これをクリアした上で、差がつきやすい問題をひとつひとつ得点し、合格に近づいていきましょう。これからその具体案を述べていきます。
勉強は勉強の世界のこと、という感覚の受験生は少なくありません。遊びや食事の時間とはまったく別物と感じている。しかし慶應中等部の先生は、身近なものに「科学」を感じてほしい、と要求してきます。結びつけていかなくてはなりません。
理想は、普段の生活でも習ったことを使って考えられるようになることですが、それはやれと言われて出来るものではありません。勉強のときに日常のことを思い出せればいいのです。例えば、しょう油は電流を通すか?→しょう油はしょっぱい→食塩がとけているはず→通す。私の授業ではここのつながりを訓練します。
水溶液や三態変化、熱などは身近な例にあふれていますので、生徒の体験も合わせてどんどんつなげていきます。ただ、習いたてで理解が浅い場合は混乱、混同の危険がありますので、生徒によって時期の見極めを行います。
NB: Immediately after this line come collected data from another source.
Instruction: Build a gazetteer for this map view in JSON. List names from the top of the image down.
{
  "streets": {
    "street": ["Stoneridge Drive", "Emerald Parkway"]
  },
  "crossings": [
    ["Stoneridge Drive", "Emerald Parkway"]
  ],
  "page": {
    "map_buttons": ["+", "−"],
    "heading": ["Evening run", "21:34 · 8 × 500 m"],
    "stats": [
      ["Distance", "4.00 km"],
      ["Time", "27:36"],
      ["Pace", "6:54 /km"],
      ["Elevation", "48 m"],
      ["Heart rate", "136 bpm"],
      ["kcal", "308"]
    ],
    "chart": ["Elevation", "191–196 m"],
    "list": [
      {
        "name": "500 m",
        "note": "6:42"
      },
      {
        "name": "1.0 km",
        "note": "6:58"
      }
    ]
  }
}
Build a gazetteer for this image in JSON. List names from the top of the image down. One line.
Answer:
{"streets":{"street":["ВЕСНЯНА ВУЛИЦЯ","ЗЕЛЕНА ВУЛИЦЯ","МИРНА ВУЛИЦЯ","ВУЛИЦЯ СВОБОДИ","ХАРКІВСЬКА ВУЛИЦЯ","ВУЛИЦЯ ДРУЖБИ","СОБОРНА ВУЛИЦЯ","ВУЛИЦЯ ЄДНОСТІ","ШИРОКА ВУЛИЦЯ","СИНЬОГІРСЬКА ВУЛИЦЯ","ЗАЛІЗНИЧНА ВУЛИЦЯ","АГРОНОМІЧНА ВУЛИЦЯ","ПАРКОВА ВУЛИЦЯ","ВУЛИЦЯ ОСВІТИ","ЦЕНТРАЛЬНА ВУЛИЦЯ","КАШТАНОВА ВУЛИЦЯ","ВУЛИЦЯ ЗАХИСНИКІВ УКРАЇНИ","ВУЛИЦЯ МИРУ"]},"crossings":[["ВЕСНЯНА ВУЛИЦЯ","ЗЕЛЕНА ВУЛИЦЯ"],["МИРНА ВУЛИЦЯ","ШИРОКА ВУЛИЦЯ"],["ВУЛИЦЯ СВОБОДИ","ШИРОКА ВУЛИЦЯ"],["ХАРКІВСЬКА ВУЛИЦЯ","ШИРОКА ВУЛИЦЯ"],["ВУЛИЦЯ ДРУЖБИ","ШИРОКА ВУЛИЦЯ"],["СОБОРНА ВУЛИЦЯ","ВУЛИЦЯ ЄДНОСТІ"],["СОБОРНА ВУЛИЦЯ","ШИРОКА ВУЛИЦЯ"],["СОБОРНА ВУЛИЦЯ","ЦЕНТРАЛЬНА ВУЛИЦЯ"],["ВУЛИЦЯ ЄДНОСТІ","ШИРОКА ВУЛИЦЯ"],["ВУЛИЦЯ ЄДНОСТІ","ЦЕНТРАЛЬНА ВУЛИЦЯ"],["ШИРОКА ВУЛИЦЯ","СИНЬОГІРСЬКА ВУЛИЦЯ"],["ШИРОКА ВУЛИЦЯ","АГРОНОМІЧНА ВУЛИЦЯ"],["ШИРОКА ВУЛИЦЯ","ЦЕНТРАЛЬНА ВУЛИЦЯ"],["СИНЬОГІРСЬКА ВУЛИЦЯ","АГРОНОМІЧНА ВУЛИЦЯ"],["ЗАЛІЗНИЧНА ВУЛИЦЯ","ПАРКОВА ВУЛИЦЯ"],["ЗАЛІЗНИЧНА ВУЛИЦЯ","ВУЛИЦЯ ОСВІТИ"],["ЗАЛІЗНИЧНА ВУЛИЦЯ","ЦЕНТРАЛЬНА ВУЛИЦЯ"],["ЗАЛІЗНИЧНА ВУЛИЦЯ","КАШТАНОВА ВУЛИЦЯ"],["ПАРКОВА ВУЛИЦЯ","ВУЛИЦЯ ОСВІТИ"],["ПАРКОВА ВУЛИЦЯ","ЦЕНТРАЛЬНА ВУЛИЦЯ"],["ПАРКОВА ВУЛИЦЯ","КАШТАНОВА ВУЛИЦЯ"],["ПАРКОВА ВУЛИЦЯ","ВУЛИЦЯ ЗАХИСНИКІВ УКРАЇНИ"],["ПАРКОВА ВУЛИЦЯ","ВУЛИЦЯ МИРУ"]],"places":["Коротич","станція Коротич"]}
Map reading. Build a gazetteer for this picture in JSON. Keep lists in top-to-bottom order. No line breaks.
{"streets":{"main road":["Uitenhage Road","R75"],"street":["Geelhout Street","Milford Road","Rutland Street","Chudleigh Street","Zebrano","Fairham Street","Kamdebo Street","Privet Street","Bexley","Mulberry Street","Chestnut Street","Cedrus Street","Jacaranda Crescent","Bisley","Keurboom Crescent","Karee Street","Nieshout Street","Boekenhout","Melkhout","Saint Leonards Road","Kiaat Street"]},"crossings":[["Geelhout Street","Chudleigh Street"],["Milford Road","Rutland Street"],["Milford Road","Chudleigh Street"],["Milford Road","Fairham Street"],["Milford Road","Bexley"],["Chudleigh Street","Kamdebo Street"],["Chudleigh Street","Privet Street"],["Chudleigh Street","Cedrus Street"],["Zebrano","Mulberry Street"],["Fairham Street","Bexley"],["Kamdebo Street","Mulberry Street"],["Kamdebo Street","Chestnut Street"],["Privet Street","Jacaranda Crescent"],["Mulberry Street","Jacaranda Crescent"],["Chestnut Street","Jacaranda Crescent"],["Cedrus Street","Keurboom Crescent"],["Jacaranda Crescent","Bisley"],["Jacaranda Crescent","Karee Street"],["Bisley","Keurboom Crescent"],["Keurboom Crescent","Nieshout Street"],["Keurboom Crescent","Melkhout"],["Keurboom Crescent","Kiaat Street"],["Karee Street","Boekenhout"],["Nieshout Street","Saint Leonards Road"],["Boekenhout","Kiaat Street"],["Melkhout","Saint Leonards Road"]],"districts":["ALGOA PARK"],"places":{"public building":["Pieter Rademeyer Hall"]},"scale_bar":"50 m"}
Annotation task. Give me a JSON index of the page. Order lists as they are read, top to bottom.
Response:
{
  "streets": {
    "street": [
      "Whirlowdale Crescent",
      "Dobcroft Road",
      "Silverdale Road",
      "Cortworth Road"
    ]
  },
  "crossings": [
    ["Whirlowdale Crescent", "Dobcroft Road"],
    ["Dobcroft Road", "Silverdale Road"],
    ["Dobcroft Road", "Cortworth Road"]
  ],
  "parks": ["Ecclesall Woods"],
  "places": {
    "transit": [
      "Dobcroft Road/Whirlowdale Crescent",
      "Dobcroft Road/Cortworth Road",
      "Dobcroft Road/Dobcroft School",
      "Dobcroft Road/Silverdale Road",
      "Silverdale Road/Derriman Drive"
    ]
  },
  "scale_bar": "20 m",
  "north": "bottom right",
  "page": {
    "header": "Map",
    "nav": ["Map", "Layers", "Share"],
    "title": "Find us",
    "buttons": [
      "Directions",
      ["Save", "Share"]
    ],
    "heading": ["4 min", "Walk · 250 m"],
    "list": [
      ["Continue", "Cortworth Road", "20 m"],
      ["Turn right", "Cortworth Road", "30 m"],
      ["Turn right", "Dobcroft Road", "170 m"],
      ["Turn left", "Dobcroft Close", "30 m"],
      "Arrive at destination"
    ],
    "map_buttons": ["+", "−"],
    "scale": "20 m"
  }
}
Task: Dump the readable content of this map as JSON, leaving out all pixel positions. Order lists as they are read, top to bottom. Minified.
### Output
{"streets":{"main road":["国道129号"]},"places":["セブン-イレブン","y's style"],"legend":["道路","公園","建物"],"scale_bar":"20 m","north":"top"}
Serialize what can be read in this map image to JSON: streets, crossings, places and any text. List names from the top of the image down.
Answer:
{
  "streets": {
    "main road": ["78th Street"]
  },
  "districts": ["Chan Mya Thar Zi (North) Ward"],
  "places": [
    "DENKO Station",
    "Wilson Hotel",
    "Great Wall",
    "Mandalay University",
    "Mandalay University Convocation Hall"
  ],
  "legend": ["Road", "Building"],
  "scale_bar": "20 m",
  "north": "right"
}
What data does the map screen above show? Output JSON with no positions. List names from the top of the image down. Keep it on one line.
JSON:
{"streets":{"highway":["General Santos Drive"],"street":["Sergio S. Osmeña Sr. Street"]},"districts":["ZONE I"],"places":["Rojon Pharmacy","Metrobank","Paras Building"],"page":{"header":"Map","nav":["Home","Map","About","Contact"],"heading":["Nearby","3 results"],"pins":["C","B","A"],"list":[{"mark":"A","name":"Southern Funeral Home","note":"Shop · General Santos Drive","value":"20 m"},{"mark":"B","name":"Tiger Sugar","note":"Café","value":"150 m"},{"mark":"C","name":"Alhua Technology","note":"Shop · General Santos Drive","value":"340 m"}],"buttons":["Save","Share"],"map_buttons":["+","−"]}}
環境問題は燃焼や水溶液といった化学分野と光合成や食物連鎖(原発で注目される生物濃縮につながる)といった複合問題を作りやすいテーマです。このようにいくつかの単元をつなげやすいテーマや、つなげやすいキーワード(代表は「表面積」)があります。
慶應中等部志望にはおもに9月以降、連想ゲームのように復習単元の現象や原理をつなげる訓練を行います。慣れてくると、各分野の行き来がスムーズになり、問題を解くのが楽になります。1.の生活の科学と重複しています。生活の科学では勉強と生活をつなげる、総合問題ではいくつかの分野をつなげる、いかにつなげていくかが慶應中等部対策の最重要事項です。
知識は、覚えるしかないものです。慶應中等部は特に植物が詳しく出ますので、テキストに出てくる植物名はまず完璧に。それでは足りませんので、6年の夏以降は知識ノートを作ることをオススメします。テキストに出てくる知識(季節と生物、花、森林、動物の分類/気体、水溶液、実験器具/岩石など)をまず自分でまとめます。このときなるべくノートに余白を残しておくことがポイントです。
新しく解いた問題で知らないものが出てきたら、随時書き足していってください。葉や花粉などの形を問われる問題も出ますので、図もいれておくとよいでしょう。コピーして貼るのではなく、自分で描くことが重要です。その方が覚えるからです。
ただ、図を描くときは、簡略化したものを写すようにしましょう。写真や、写真のような図を写すと、特徴が分かりにくいことが多いからです。